- The RTPI has become an official partner of Public Practice, underlining both organisations’ aims to build additional public planning capacity, broaden the diversity of talent joining the profession, and move towards a new, proactive role for planning.
- The announcement comes as the results of a new survey by Public Practice reveal that local authorities lack vital capacity to deliver on government’s White Paper proposals.
- Public Practice Non-Executive Director Anna Rose says: “It is critical that we build both the capacity and capability of place making teams, ensuring sustainable growth of the professions moving forward. I welcome Public Practice partnering with the RTPI, planning and planners are central to the success of the Planning White Paper proposals.”
- Event on the 10 of November will look at future shape of planning, drawing on international perspectives to examine the potential impacts of the Planning for the Future White Paper.
- Public Practice has launched a call for applications for a new cohort to start placements in April 2021 - applications for both Local Authorities and potential Associates close on 23 November.
Public Practice’s consultation response to the Planning White Paper, published today, includes research revealing that Local Authorities lack vital capacity to deliver on the proposals set out in the Government’s Planning for the Future White Paper.
Public Practice received a total of 55 responses to a survey on the Government’s plans, representing 34 different Local Authorities or public sector organisations. The results revealed a stark lack of resourcing in Authorities, with 82% of respondents answering ‘no’ to the question ‘do you believe your Authority has the existing in-house capacity and skills needed to deliver the proposals set out in the White Paper without additional resourcing?’. The remaining 18% of respondents all answered ‘not sure’, with no respondents confident in their Authority’s ability to meet the demands of the White Paper.
As well as a need for additional training and development for existing Authority officers, respondents indicated that easier and more affordable access to skilled staff was among their top priorities in terms of additional capacity.
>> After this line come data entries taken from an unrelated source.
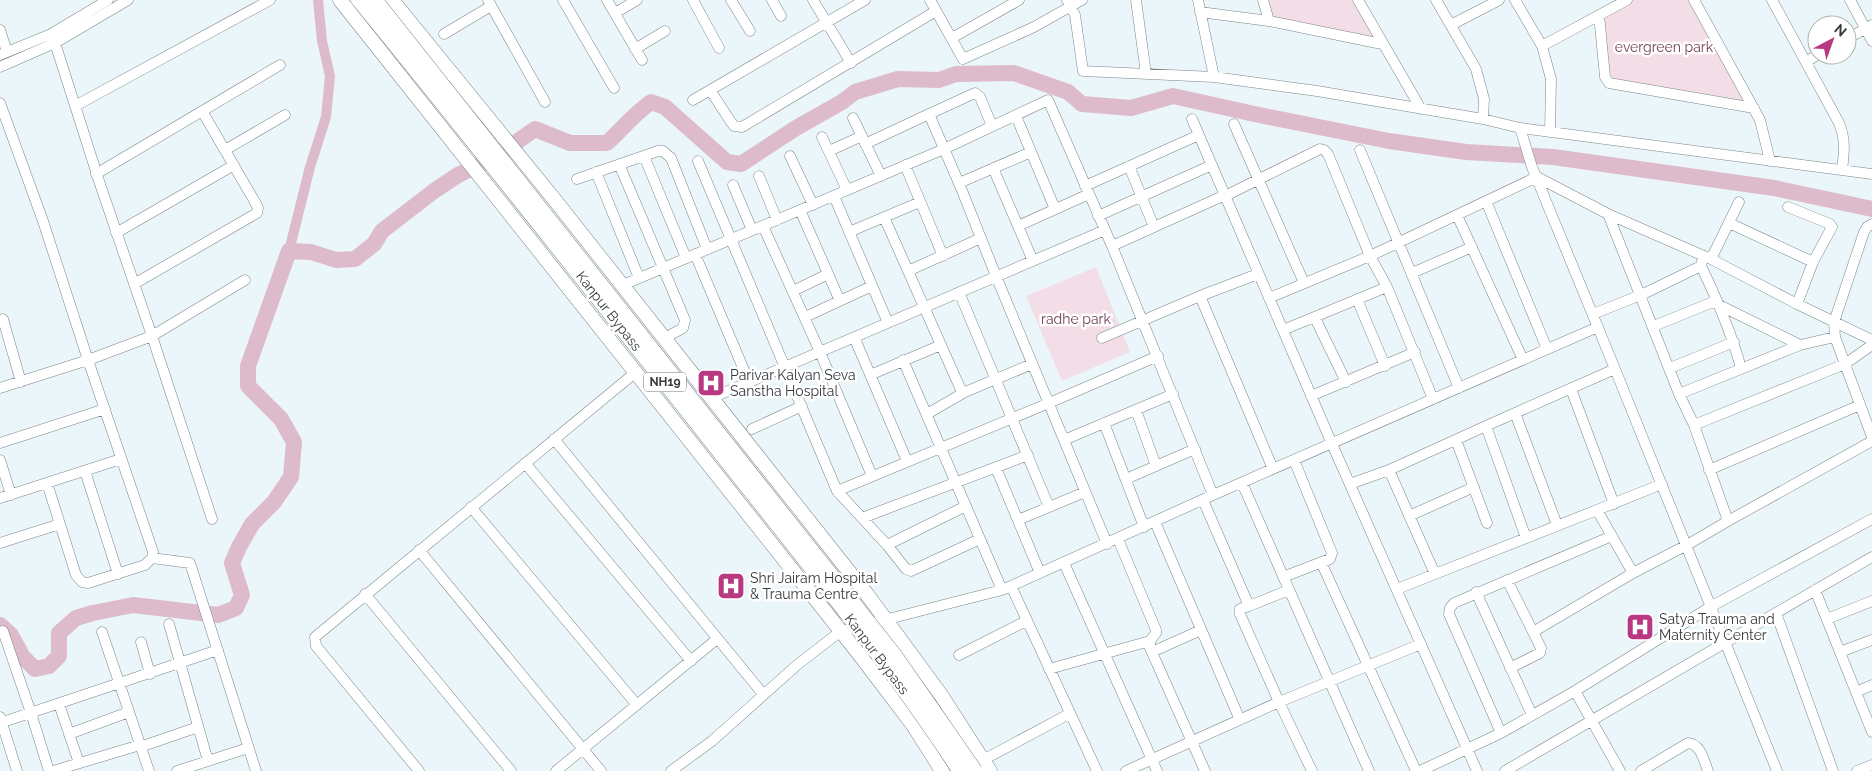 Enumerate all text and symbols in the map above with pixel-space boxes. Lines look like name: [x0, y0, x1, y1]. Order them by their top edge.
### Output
north arrow: [1807, 15, 1857, 65]
text: N: [1831, 21, 1850, 40]
park label: evergreen park: [1615, 39, 1714, 55]
street label: Kanpur Bypass: [573, 268, 645, 354]
park label: radhe park: [1041, 311, 1111, 327]
place label: Parivar Kalyan Seva Sanstha Hospital: [730, 367, 856, 399]
hospital icon: Parivar Kalyan Seva Sanstha Hospital: [696, 368, 726, 398]
road number: NH19: [644, 372, 686, 392]
place label: Shri Jairam Hospital & Trauma Centre: [750, 570, 877, 602]
hospital icon: Shri Jairam Hospital & Trauma Centre: [716, 571, 746, 601]
street label: Kanpur Bypass: [842, 611, 913, 698]
place label: Satya Trauma and Maternity Center: [1659, 611, 1775, 643]
hospital icon: Satya Trauma and Maternity Center: [1625, 612, 1655, 642] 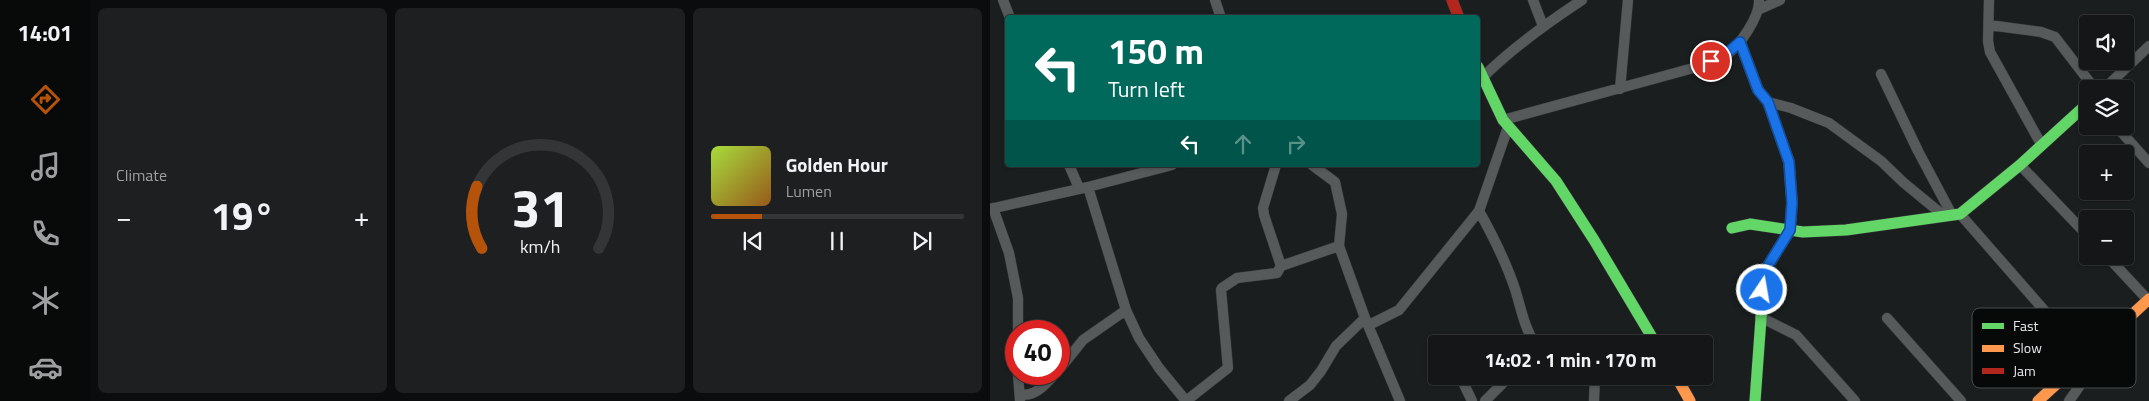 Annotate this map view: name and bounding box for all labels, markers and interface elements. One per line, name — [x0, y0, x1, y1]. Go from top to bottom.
map controls — [2079, 15, 2134, 265]
button: sound — [2079, 15, 2134, 70]
text: 14:01 — [18, 16, 72, 50]
text: 150 m — [1108, 24, 1204, 78]
icon: left — [1025, 35, 1090, 100]
pin — [1690, 40, 1732, 82]
icon: arrive — [1697, 47, 1725, 75]
text: Turn left — [1108, 72, 1185, 106]
button: layers — [2079, 80, 2134, 135]
icon: directions — [28, 82, 63, 117]
icon: left — [1176, 130, 1204, 158]
icon: ahead — [1229, 130, 1257, 158]
icon: right — [1282, 130, 1310, 158]
button: + — [2079, 145, 2134, 200]
icon: music — [28, 149, 63, 184]
text: Golden Hour — [786, 150, 888, 179]
text: Climate — [116, 163, 167, 187]
text: 31 — [511, 168, 569, 247]
text: Lumen — [786, 179, 832, 203]
text: 19° — [211, 187, 275, 245]
text: − — [116, 195, 132, 238]
text: + — [354, 195, 369, 238]
button: − — [2079, 210, 2134, 265]
icon: phone — [28, 216, 63, 251]
icon: previous — [739, 227, 767, 255]
icon: pause — [823, 227, 851, 255]
icon: next — [908, 227, 936, 255]
text: km/h — [520, 233, 560, 260]
position arrow — [1735, 263, 1787, 315]
icon: climate — [28, 283, 63, 318]
legend — [1972, 308, 2136, 388]
text: Fast — [2013, 315, 2038, 336]
speed limit sign: 40 — [1005, 320, 1070, 385]
text: Slow — [2013, 337, 2042, 358]
text: 14:02 · 1 min · 170 m — [1484, 345, 1657, 374]
icon: car — [28, 350, 63, 385]
text: Jam — [2013, 360, 2036, 381]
Difficulties recruiting the right talent were also cited as one of the main barriers to Authorities building capacity in key skillsets. The disciplines Authorities anticipate needing the most to deliver on the White Paper were: Architecture & Urban Design; Digital, Data & Plantech; and Community Engagement & Participation.
This comes as Public Practice’s latest official Partner, the RTPI, calls for vital investment in planning as an essential public service. £500 million is needed over the next five years, the organisation says, to deliver on the aims of the White Paper, and to create a planning system fit for the 21st Century.
Both Public Practice and the RTPI see Planning for the Future as an opportunity to forge a more proactive role for planning: one that delivers on the ambitions of White Paper, but also helps to create resilient local economies, tackle social inequality, and take action on the climate emergency. The organisations are jointly calling on the Government to support scaling the Public Practice model to help level up public planning capacity across the country.
A virtual discussion hosted by Public Practice on the 10 of November will ask the question: what does the planning department of the future look like? The event will set aside debate over the content of reforms to look ahead to longer-term changes in the culture, capacity, and perceptions of the profession. Speakers include Victoria Hills, Chief Executive of the RTPI; Joanna Averley, Chief Planner at MHCLG; and Kieran Long, Director of Sweden’s national centre of architecture and design ArkDes.
Meanwhile, Public Practice has launched the recruitment drive for its sixth cohort of Associates: built environment experts who will take up year-long placements in the planning departments of Local Authorities and other public-sector bodies, such as Homes England, from April 2021.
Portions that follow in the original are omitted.